A recent Court of Appeal case has confirmed that the Contractual Remedies Act 1979 alters the common law position applicable to contractual assignments by finding that a contract and its benefit together with its burden may now be assigned. This opens the way for the non-assigning party to bring an independent cause of action against the assignee for a breach of the assignor's obligations.
The case1 concerned an assignment by a building contractor, JR Construction Limited (JRC) of "all its rights, title and interest" in a contract to perform site works for SB Properties Limited (the non-assigning party) to an assignee, Mr Holdgate. In effect, this gave Mr Holdgate the right to call for progress payments to be paid to him personally upon completion of the work by JRC. However, at the time the contract was assigned, SB Properties had terminated the contract for non-completion of the work by JRC and there was only a small non-contested sum owed to JRC under the contract.
Having terminated the contract prior to completion of the site works, SB Properties engaged a substitute contractor to complete the contracted work and brought claims against JRC (then in liquidation) and Mr Holdgate, on discovering that the contract had been assigned to him, for damages (based on the difference in the actual cost of the works paid by SB Properties and the JRC contract price).
Background to the legal issues
In contract law, an assignment involves one party transferring some or all of its rights to a third party (the assignee), so that the assignee is entitled to the contractual benefits from the non-assigning party. An assignment in itself however does not create a contract between the assignee and the non-assigning party, nor does it make the assignee a party to the original contract. Further, an assignor can not relieve itself of its contractual obligations by assigning the burden of a contract without the consent of the non-assigning party. Under the common law, this means the non-assigning party has no right to bring an action for damages against an assignee for breach of a contractual obligation by an assignor.
In contrast, section 11(1) of the Contractual Remedies Act 1979 states that "if a contract...is assigned, the remedies of damages and cancellation shall...be enforceable by or against the assignee".
The question before the Court of Appeal was therefore whether section 11(1) of the Contractual Remedies Act had altered the common law position governing assignments, with the effect that in addition to the continuing liability of JRC, SB Properties had an independent cause of action against Mr Holdgate as the assignee.
The court held that in light of the "emphatic language" of section 11(1) a contract and its benefit together with its burden may now be assigned.
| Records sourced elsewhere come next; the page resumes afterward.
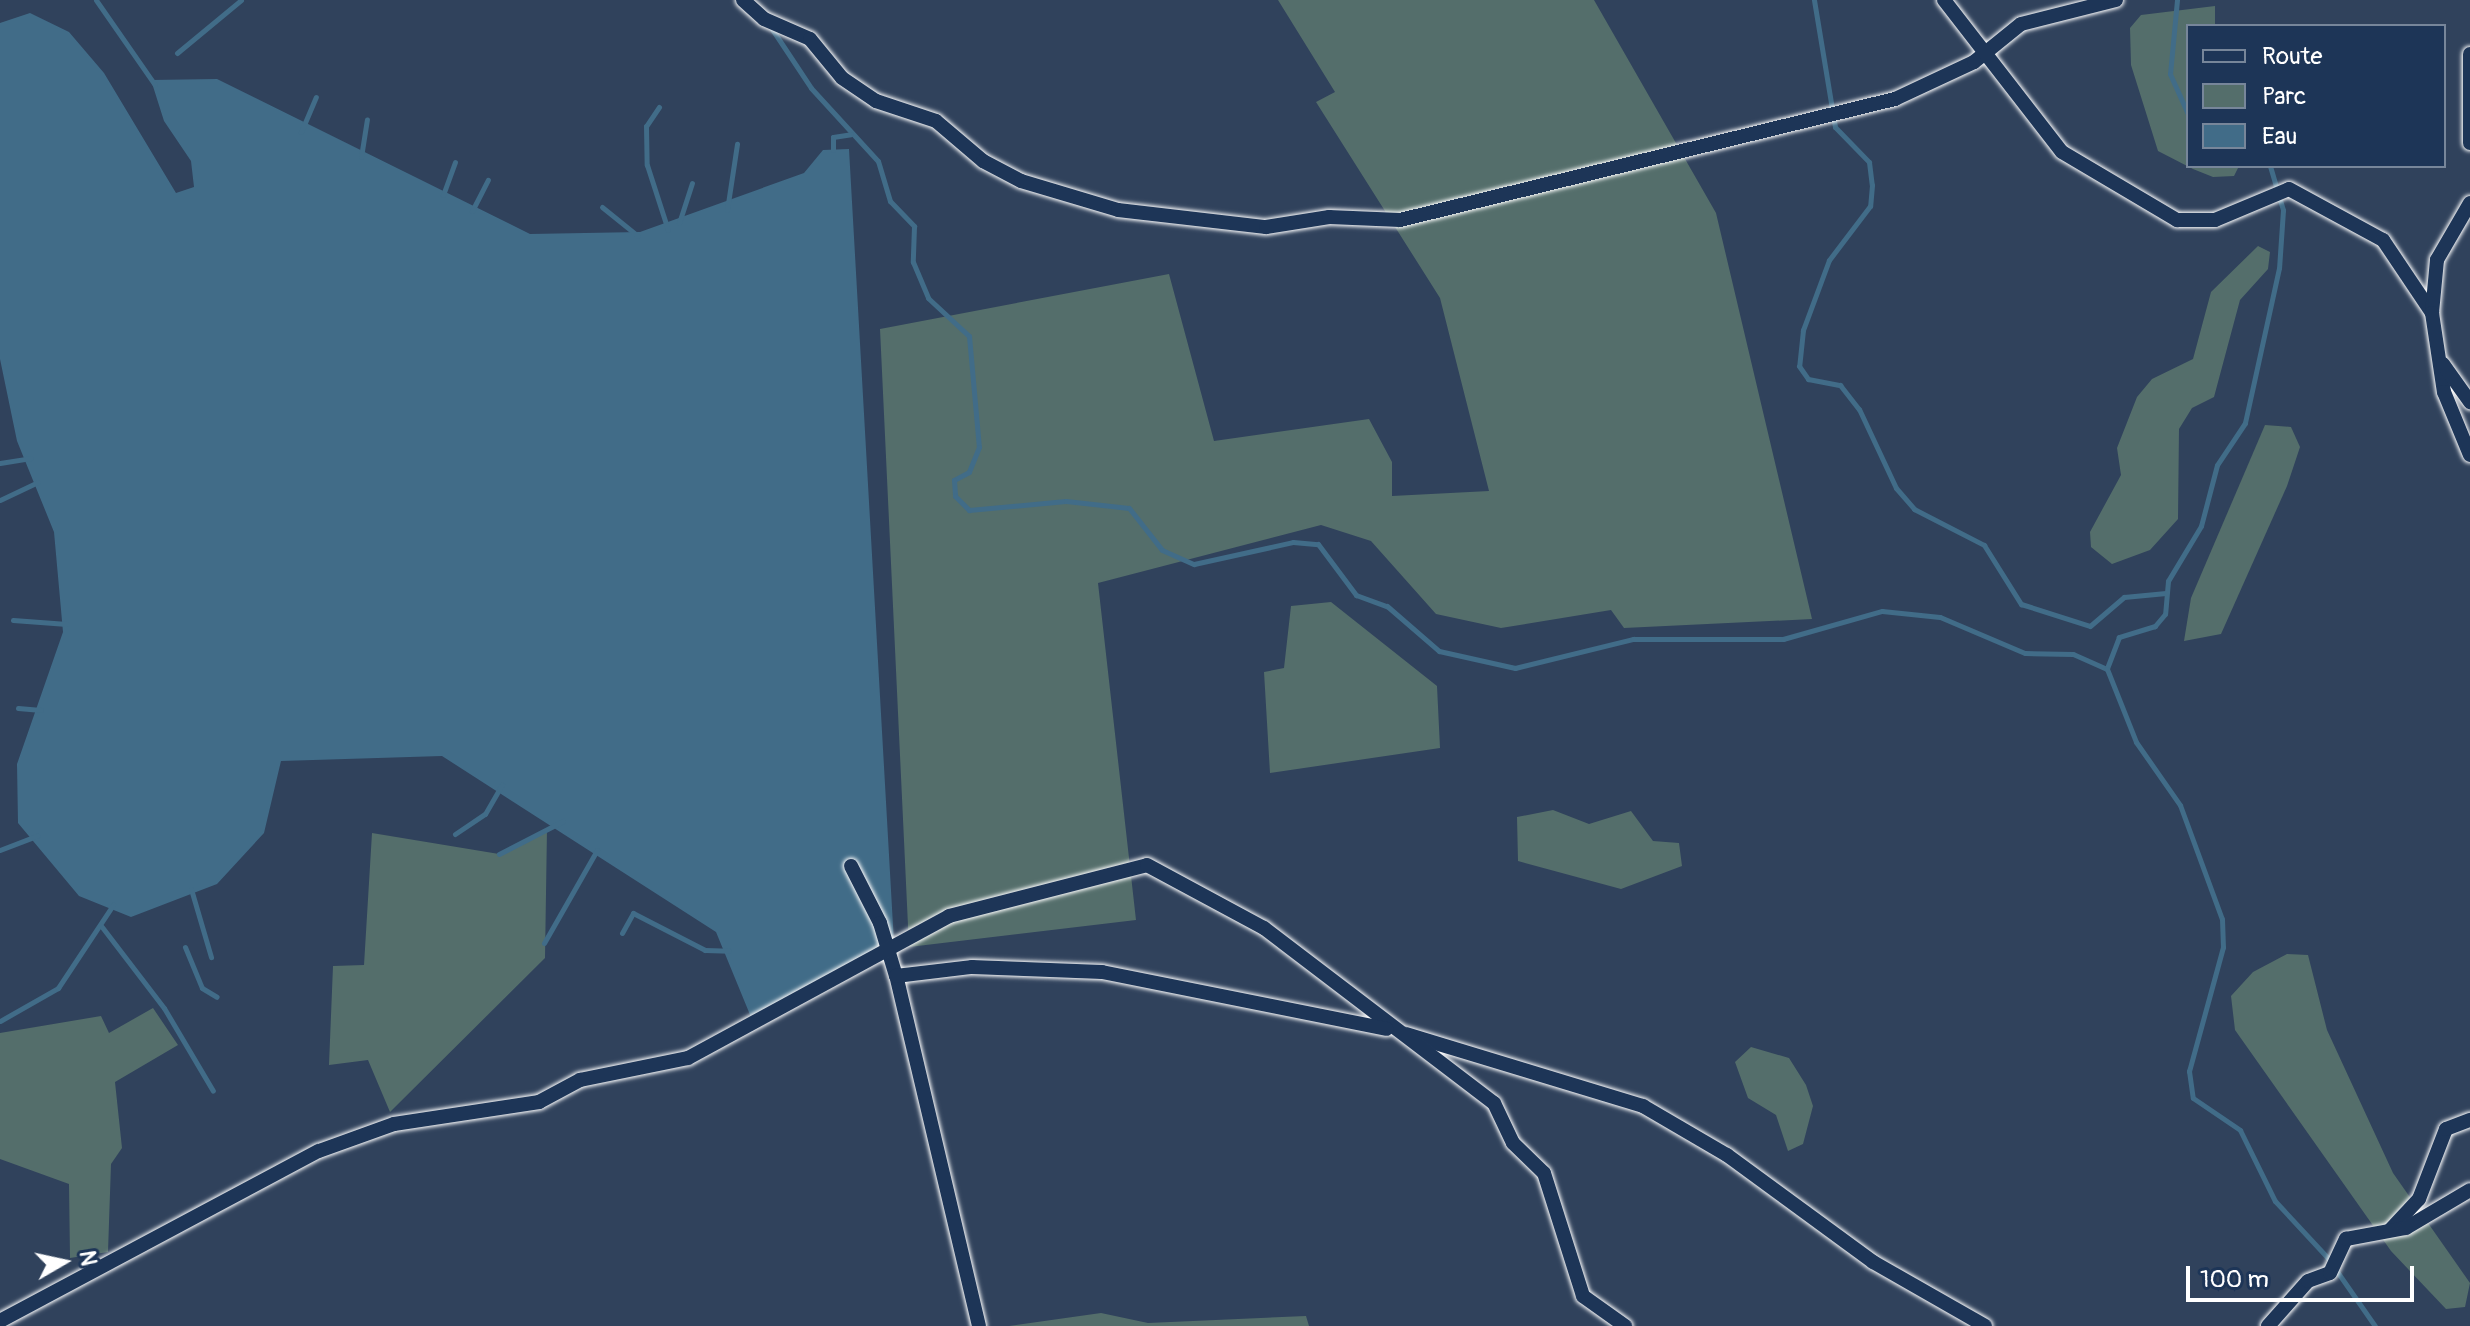 <!DOCTYPE html>
<html>
<head>
<meta charset="utf-8">
<style>
	body { margin:0 }
	#map { position:relative; width:2470px; height:1326px; overflow:hidden; background:#30425c; font-family:Pangolin,sans-serif }
	div>[style] { position:absolute }
	.green>* { inset:0; background:#546e6b }
	.water>* { inset:0; background:#416c88 }
	.stream>* { height:5px; margin:-2.5px; padding:0 2.5px; transform-origin:2.5px; border-radius:2.5px; background:#416c88 }
	.roads { filter:drop-shadow(0 0 2px #fff) drop-shadow(0 0 2px #fff) }
	.street>* { height:14px; margin:-7px; padding:0 7px; transform-origin:7px; border-radius:7px; background:#1d3557 }
	span { translate:-50% -50%; white-space:nowrap; text-align:center; line-height:1.15; -webkit-text-stroke:6px #1d3557; paint-order:stroke }
	.legend { position:absolute; left:2186px; top:24px; width:260px; height:144px; box-sizing:border-box; background:#1d3557; border:2px solid #77869a; margin:0; padding:10px 14px; list-style:none; font-size:24px; color:#fff }
	.legend li { display:flex; align-items:center; gap:16px; height:40px }
	.legend b { width:40px; border:2px solid #77869a }
	.north { position:absolute; left:24px; top:1222px; width:80px; height:80px; -webkit-text-stroke:6px #1d3557; paint-order:stroke; rotate:81deg; font-size:22px; font-weight:700; line-height:32px; text-align:center; color:#fff }
	.north::after { content:''; display:block; margin:auto; width:28px; height:36px; background:#fff; clip-path:polygon(50% 0,100% 100%,50% 72%,0 100%) }
	.scale { position:absolute; left:2186px; top:1266px; width:228px; height:36px; box-sizing:border-box; border:4px solid #fff; border-top:0; padding-left:10px; font-size:24px; line-height:28px; white-space:nowrap; color:#fff; -webkit-text-stroke:6px #1d3557; paint-order:stroke }
</style>
</head>
<body>
<div id="map">
	<div class="green">
		<div style="clip-path:polygon(1278px 0,1594px 0,1716px 213px,1812px 619px,1624px 628px,1611px 610px,1501px 628px,1436px 614px,1371px 541px,1321px 525px,1098px 583px,1136px 920px,909px 947px,880px 329px,1169px 274px,1214px 441px,1369px 419px,1392px 462px,1392px 496px,1489px 491px,1440px 298px,1316px 102px,1335px 92px)"></div>
		<div style="clip-path:polygon(2215px 6px,2215px 26px,2188px 26px,2188px 166px,2239px 166px,2234px 176px,2213px 177px,2193px 169px,2158px 151px,2131px 65px,2130px 28px,2141px 15px)"></div>
		<div style="clip-path:polygon(2258px 246px,2270px 252px,2268px 269px,2240px 300px,2214px 397px,2192px 408px,2179px 429px,2178px 519px,2150px 550px,2112px 564px,2091px 547px,2090px 532px,2121px 475px,2117px 448px,2137px 397px,2152px 379px,2193px 359px,2211px 292px)"></div>
		<div style="clip-path:polygon(2265px 425px,2291px 427px,2300px 447px,2287px 486px,2221px 634px,2184px 641px,2191px 598px)"></div>
		<div style="clip-path:polygon(1331px 602px,1437px 686px,1440px 748px,1270px 773px,1264px 672px,1284px 668px,1291px 606px)"></div>
		<div style="clip-path:polygon(1553px 810px,1589px 824px,1631px 811px,1653px 841px,1679px 843px,1682px 866px,1621px 889px,1518px 861px,1517px 817px)"></div>
		<div style="clip-path:polygon(547px 829px,545px 958px,390px 1112px,368px 1060px,329px 1065px,333px 966px,364px 965px,372px 833px,499px 854px)"></div>
		<div style="clip-path:polygon(2287px 954px,2308px 955px,2327px 1030px,2393px 1173px,2470px 1283px,2465px 1307px,2446px 1309px,2391px 1251px,2235px 1030px,2231px 996px,2253px 972px)"></div>
		<div style="clip-path:polygon(153px 1008px,178px 1045px,115px 1082px,122px 1148px,111px 1164px,108px 1252px,70px 1258px,69px 1184px,0 1159px,0 1033px,101px 1016px,109px 1033px)"></div>
		<div style="clip-path:polygon(1751px 1047px,1789px 1058px,1806px 1085px,1813px 1106px,1803px 1144px,1788px 1151px,1776px 1115px,1748px 1098px,1735px 1062px)"></div>
		<div style="clip-path:polygon(1101px 1313px,1148px 1323px,1306px 1316px,1309px 1326px,1009px 1326px)"></div>
	</div>
	<div class="water">
		<div style="clip-path:polygon(30px 13px,69px 32px,104px 73px,176px 193px,194px 187px,191px 161px,164px 121px,151px 80px,217px 79px,530px 234px,640px 232px,804px 173px,823px 150px,849px 149px,894px 943px,753px 1022px,716px 932px,442px 756px,281px 761px,264px 833px,217px 884px,131px 917px,79px 896px,18px 823px,17px 764px,63px 632px,54px 532px,17px 441px,0 359px,0 23px)"></div>
	</div>
	<div class="stream">
		<div style="left:96px;top:0;width:103px;rotate:55.2deg"></div>
		<div style="left:1814px;top:0;width:129px;rotate:80.6deg"></div>
		<div style="left:1835px;top:127px;width:49px;rotate:45.8deg"></div>
		<div style="left:1869px;top:162px;width:23px;rotate:83deg"></div>
		<div style="left:1872px;top:185px;width:21px;rotate:95deg"></div>
		<div style="left:1870px;top:206px;width:68px;rotate:127.2deg"></div>
		<div style="left:1829px;top:260px;width:75px;rotate:110.4deg"></div>
		<div style="left:1803px;top:330px;width:36px;rotate:96deg"></div>
		<div style="left:1799px;top:366px;width:16px;rotate:55deg"></div>
		<div style="left:1808px;top:379px;width:33px;rotate:11deg"></div>
		<div style="left:1840px;top:385px;width:31px;rotate:52deg"></div>
		<div style="left:1859px;top:409px;width:87px;rotate:64.9deg"></div>
		<div style="left:1896px;top:488px;width:28px;rotate:49deg"></div>
		<div style="left:1914px;top:509px;width:79px;rotate:27.2deg"></div>
		<div style="left:1984px;top:545px;width:70px;rotate:57.9deg"></div>
		<div style="left:2021px;top:604px;width:72px;rotate:17.7deg"></div>
		<div style="left:2090px;top:626px;width:45px;rotate:-40.5deg"></div>
		<div style="left:2124px;top:597px;width:42px;rotate:-5.4deg"></div>
		<div style="left:2177px;top:0;width:74px;rotate:95.4deg"></div>
		<div style="left:2170px;top:74px;width:44px;rotate:65.8deg"></div>
		<div style="left:770px;top:26px;width:74px;rotate:56.5deg"></div>
		<div style="left:811px;top:88px;width:99px;rotate:47.5deg"></div>
		<div style="left:878px;top:161px;width:42px;rotate:73.3deg"></div>
		<div style="left:890px;top:201px;width:35px;rotate:46deg"></div>
		<div style="left:914px;top:226px;width:36px;rotate:92deg"></div>
		<div style="left:913px;top:262px;width:39px;rotate:67deg"></div>
		<div style="left:928px;top:298px;width:56px;rotate:42.8deg"></div>
		<div style="left:969px;top:336px;width:111px;rotate:84.9deg"></div>
		<div style="left:979px;top:447px;width:27px;rotate:112deg"></div>
		<div style="left:969px;top:472px;width:17px;rotate:152deg"></div>
		<div style="left:954px;top:480px;width:16px;rotate:86deg"></div>
		<div style="left:955px;top:496px;width:20px;rotate:45deg"></div>
		<div style="left:969px;top:510px;width:97px;rotate:-5.3deg"></div>
		<div style="left:1066px;top:501px;width:63px;rotate:6.3deg"></div>
		<div style="left:1129px;top:508px;width:53px;rotate:51.8deg"></div>
		<div style="left:1162px;top:550px;width:35px;rotate:24deg"></div>
		<div style="left:1194px;top:564px;width:101px;rotate:-12.5deg"></div>
		<div style="left:1293px;top:542px;width:25px;rotate:5deg"></div>
		<div style="left:1318px;top:544px;width:64px;rotate:53.3deg"></div>
		<div style="left:1356px;top:595px;width:33px;rotate:20deg"></div>
		<div style="left:1387px;top:606px;width:69px;rotate:40.9deg"></div>
		<div style="left:1439px;top:651px;width:78px;rotate:12.6deg"></div>
		<div style="left:1515px;top:668px;width:122px;rotate:-13.8deg"></div>
		<div style="left:1633px;top:639px;width:150px"></div>
		<div style="left:1783px;top:639px;width:103px;rotate:-15.8deg"></div>
		<div style="left:1882px;top:611px;width:58px;rotate:5.9deg"></div>
		<div style="left:1940px;top:617px;width:92px;rotate:23deg"></div>
		<div style="left:2025px;top:653px;width:48px;rotate:1.2deg"></div>
		<div style="left:2073px;top:654px;width:37px;rotate:24deg"></div>
		<div style="left:177px;top:53px;width:83px;rotate:-39.6deg"></div>
		<div style="left:659px;top:107px;width:23px;rotate:124deg"></div>
		<div style="left:646px;top:126px;width:39px;rotate:89deg"></div>
		<div style="left:647px;top:165px;width:68px;rotate:72.1deg"></div>
		<div style="left:301px;top:132px;width:38px;rotate:-67deg"></div>
		<div style="left:833px;top:150px;width:13px;rotate:-90deg"></div>
		<div style="left:833px;top:137px;width:18px;rotate:-9deg"></div>
		<div style="left:361px;top:157px;width:38px;rotate:-81deg"></div>
		<div style="left:2270px;top:166px;width:46px;rotate:73.5deg"></div>
		<div style="left:2283px;top:210px;width:58px;rotate:93.9deg"></div>
		<div style="left:2279px;top:268px;width:159px;rotate:102.4deg"></div>
		<div style="left:2245px;top:423px;width:50px;rotate:123.7deg"></div>
		<div style="left:2217px;top:465px;width:63px;rotate:104.7deg"></div>
		<div style="left:2201px;top:526px;width:64px;rotate:121deg"></div>
		<div style="left:2168px;top:581px;width:33px;rotate:95deg"></div>
		<div style="left:2165px;top:614px;width:16px;rotate:130deg"></div>
		<div style="left:2155px;top:626px;width:38px;rotate:163deg"></div>
		<div style="left:2119px;top:637px;width:34px;rotate:111deg"></div>
		<div style="left:2107px;top:669px;width:79px;rotate:68.3deg"></div>
		<div style="left:2136px;top:742px;width:77px;rotate:55.1deg"></div>
		<div style="left:2180px;top:805px;width:121px;rotate:69.8deg"></div>
		<div style="left:2222px;top:919px;width:28px;rotate:88deg"></div>
		<div style="left:2223px;top:947px;width:129px;rotate:105.3deg"></div>
		<div style="left:2189px;top:1071px;width:27px;rotate:82deg"></div>
		<div style="left:2193px;top:1098px;width:57px;rotate:34.2deg"></div>
		<div style="left:2240px;top:1130px;width:79px;rotate:63.8deg"></div>
		<div style="left:2275px;top:1201px;width:76px;rotate:47.1deg"></div>
		<div style="left:2327px;top:1257px;width:84px;rotate:55.2deg"></div>
		<div style="left:443px;top:195px;width:35px;rotate:-70deg"></div>
		<div style="left:602px;top:207px;width:46px;rotate:38.9deg"></div>
		<div style="left:727px;top:210px;width:67px;rotate:-81.4deg"></div>
		<div style="left:472px;top:211px;width:35px;rotate:-63deg"></div>
		<div style="left:679px;top:223px;width:42px;rotate:-72deg"></div>
		<div style="left:0;top:463px;width:31px;rotate:-9deg"></div>
		<div style="left:0;top:500px;width:42px;rotate:-25.3deg"></div>
		<div style="left:13px;top:620px;width:54px;rotate:4.2deg"></div>
		<div style="left:18px;top:708px;width:23px;rotate:5deg"></div>
		<div style="left:455px;top:834px;width:36px;rotate:-34deg"></div>
		<div style="left:485px;top:814px;width:34px;rotate:-60deg"></div>
		<div style="left:0;top:850px;width:40px;rotate:-21deg"></div>
		<div style="left:499px;top:854px;width:72px;rotate:-27.3deg"></div>
		<div style="left:191px;top:889px;width:71px;rotate:73.6deg"></div>
		<div style="left:102px;top:927px;width:102px;rotate:52.6deg"></div>
		<div style="left:164px;top:1008px;width:96px;rotate:59.4deg"></div>
		<div style="left:622px;top:933px;width:23px;rotate:-61deg"></div>
		<div style="left:633px;top:913px;width:81px;rotate:27.2deg"></div>
		<div style="left:705px;top:950px;width:24px;rotate:2deg"></div>
		<div style="left:544px;top:943px;width:107px;rotate:-60.3deg"></div>
		<div style="left:185px;top:947px;width:44px;rotate:67.5deg"></div>
		<div style="left:202px;top:988px;width:17px;rotate:31deg"></div>
		<div style="left:0;top:1021px;width:67px;rotate:-29.6deg"></div>
		<div style="left:58px;top:988px;width:100px;rotate:-56.5deg"></div>
	</div>
	<div class="roads">
		<div class="street">
			<div style="left:743px;top:0;width:28px;rotate:42deg"></div>
			<div style="left:764px;top:19px;width:50px;rotate:23.5deg"></div>
			<div style="left:810px;top:39px;width:50px;rotate:50.6deg"></div>
			<div style="left:842px;top:78px;width:41px;rotate:34.1deg"></div>
			<div style="left:876px;top:101px;width:63px;rotate:18.4deg"></div>
			<div style="left:936px;top:121px;width:62px;rotate:40.4deg"></div>
			<div style="left:983px;top:161px;width:43px;rotate:27.8deg"></div>
			<div style="left:1021px;top:181px;width:101px;rotate:16.6deg"></div>
			<div style="left:1118px;top:210px;width:149px;rotate:6.6deg"></div>
			<div style="left:1266px;top:227px;width:64px;rotate:-9deg"></div>
			<div style="left:1329px;top:217px;width:71px;rotate:2.4deg"></div>
			<div style="left:1400px;top:220px;width:510px;rotate:-13.74deg"></div>
			<div style="left:1895px;top:99px;width:87px;rotate:-25.1deg"></div>
			<div style="left:1974px;top:62px;width:60px;rotate:-39deg"></div>
			<div style="left:2021px;top:24px;width:98px;rotate:-14.2deg"></div>
			<div style="left:1944px;top:0;width:192px;rotate:52.2deg"></div>
			<div style="left:2062px;top:152px;width:134px;rotate:30.6deg"></div>
			<div style="left:2177px;top:220px;width:38px"></div>
			<div style="left:2215px;top:220px;width:80px;rotate:-22.7deg"></div>
			<div style="left:2289px;top:189px;width:107px;rotate:28.5deg"></div>
			<div style="left:2383px;top:240px;width:88px;rotate:56.1deg"></div>
			<div style="left:2470px;top:54px;width:89px;rotate:90deg"></div>
			<div style="left:2470px;top:203px;width:66px;rotate:120.1deg"></div>
			<div style="left:2437px;top:260px;width:53px;rotate:95.4deg"></div>
			<div style="left:2432px;top:313px;width:80px;rotate:81.4deg"></div>
			<div style="left:2444px;top:392px;width:68px;rotate:67.6deg"></div>
			<div style="left:2443px;top:364px;width:47px;rotate:54.6deg"></div>
			<div style="left:851px;top:866px;width:64px;rotate:63deg"></div>
			<div style="left:880px;top:923px;width:55px;rotate:73.2deg"></div>
			<div style="left:1406px;top:1034px;width:248px;rotate:16.9deg"></div>
			<div style="left:1643px;top:1106px;width:97px;rotate:30.3deg"></div>
			<div style="left:1727px;top:1155px;width:181px;rotate:36.2deg"></div>
			<div style="left:1873px;top:1262px;width:129px;rotate:29.7deg"></div>
			<div style="left:2390px;top:1230px;width:42px;rotate:-46.9deg"></div>
			<div style="left:2419px;top:1199px;width:75px;rotate:-68.9deg"></div>
			<div style="left:2446px;top:1129px;width:26px;rotate:-21deg"></div>
			<div style="left:0;top:1321px;width:361px;rotate:-28.1deg"></div>
			<div style="left:319px;top:1151px;width:80px;rotate:-19.8deg"></div>
			<div style="left:394px;top:1124px;width:147px;rotate:-8.6deg"></div>
			<div style="left:539px;top:1102px;width:47px;rotate:-28.2deg"></div>
			<div style="left:580px;top:1080px;width:110px;rotate:-11.5deg"></div>
			<div style="left:688px;top:1058px;width:297px;rotate:-28.5deg"></div>
			<div style="left:949px;top:916px;width:204px;rotate:-14.4deg"></div>
			<div style="left:1147px;top:865px;width:133px;rotate:28.3deg"></div>
			<div style="left:1264px;top:928px;width:289px;rotate:37.3deg"></div>
			<div style="left:1494px;top:1103px;width:44px;rotate:64.6deg"></div>
			<div style="left:1513px;top:1143px;width:43px;rotate:44.1deg"></div>
			<div style="left:1544px;top:1173px;width:129px;rotate:72.4deg"></div>
			<div style="left:1583px;top:1296px;width:52px;rotate:35.5deg"></div>
			<div style="left:979px;top:1326px;width:360px;rotate:-103.3deg"></div>
			<div style="left:896px;top:976px;width:77px;rotate:-6.8deg"></div>
			<div style="left:972px;top:967px;width:130px;rotate:2.2deg"></div>
			<div style="left:1102px;top:972px;width:290px;rotate:11.3deg"></div>
			<div style="left:2268px;top:1326px;width:60px;rotate:-48.4deg"></div>
			<div style="left:2308px;top:1281px;width:23px;rotate:-20deg"></div>
			<div style="left:2330px;top:1273px;width:38px;rotate:-65deg"></div>
			<div style="left:2346px;top:1239px;width:61px;rotate:-10.4deg"></div>
			<div style="left:2406px;top:1228px;width:74px;rotate:-30.7deg"></div>
		</div>
	</div>
	<ul class="legend">
	<li><b style="height:10px;background:#1d3557"></b>Route</li>
	<li><b style="height:22px;background:#546e6b"></b>Parc</li>
	<li><b style="height:22px;background:#416c88"></b>Eau</li>
	</ul>
	<div class="north">N</div>
	<div class="scale">100 m</div>
</div>
</body>
</html>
Section 11(1) had improved SB Properties' position by granting an independent cause of action against Mr Holdgate for the breach of JRC's contractual obligations. This represents a change from the common law position. However, the court found that in all other respects the common law applicable to assignments remains unaltered. In particular, the court confirmed that JRC as the assignor remained liable to SB Properties.
There is also an important qualification to an assignee's liability under the Contractual Remedies Act. Under section 11(2) of the Act "the assignee shall not be liable in damages...in a sum exceeding the value of the performance of the assigned contract to which he is entitled by virtue of the assignment". The court held that this meant Mr Holdgate as the assignee was not liable to SB Properties for any amount beyond "the amount by which the assignee was enriched by the non-assigning party's performance of the contract [i.e. the net increase in the assignee's assets following the assignment]". In order to claim any surplus to the amount claimed from the assignee, the non-assigning party must look to the assignor.
On the facts, Mr Holdgate did not derive any value from the assignment. All payments during the course of the contract were paid to JRC. As a result this meant no damages were payable by Mr Holdgate.
Prior to the enactment of the Contractual Remedies Act, a party to a contract had no right to bring an action for damages against an assignee for breach of an obligation by an assignor. This case confirms that the Act has altered the common law position in this respect, subject to the assignee being liable for no more than the net increase in the assignee's assets following the assignment.
However, it is important to note that the Contractual Remedies Act does not alter the law on assignment of contractual liabilities with regards to an assignor. A contracting party is not relieved of its contractual obligations by assigning the burden of the contract; that can only be achieved with the consent of the assignee and the original contracting parties by novation, where the non-assigning party consents to the release of the assignor and the substitution of the assignor by the assignee.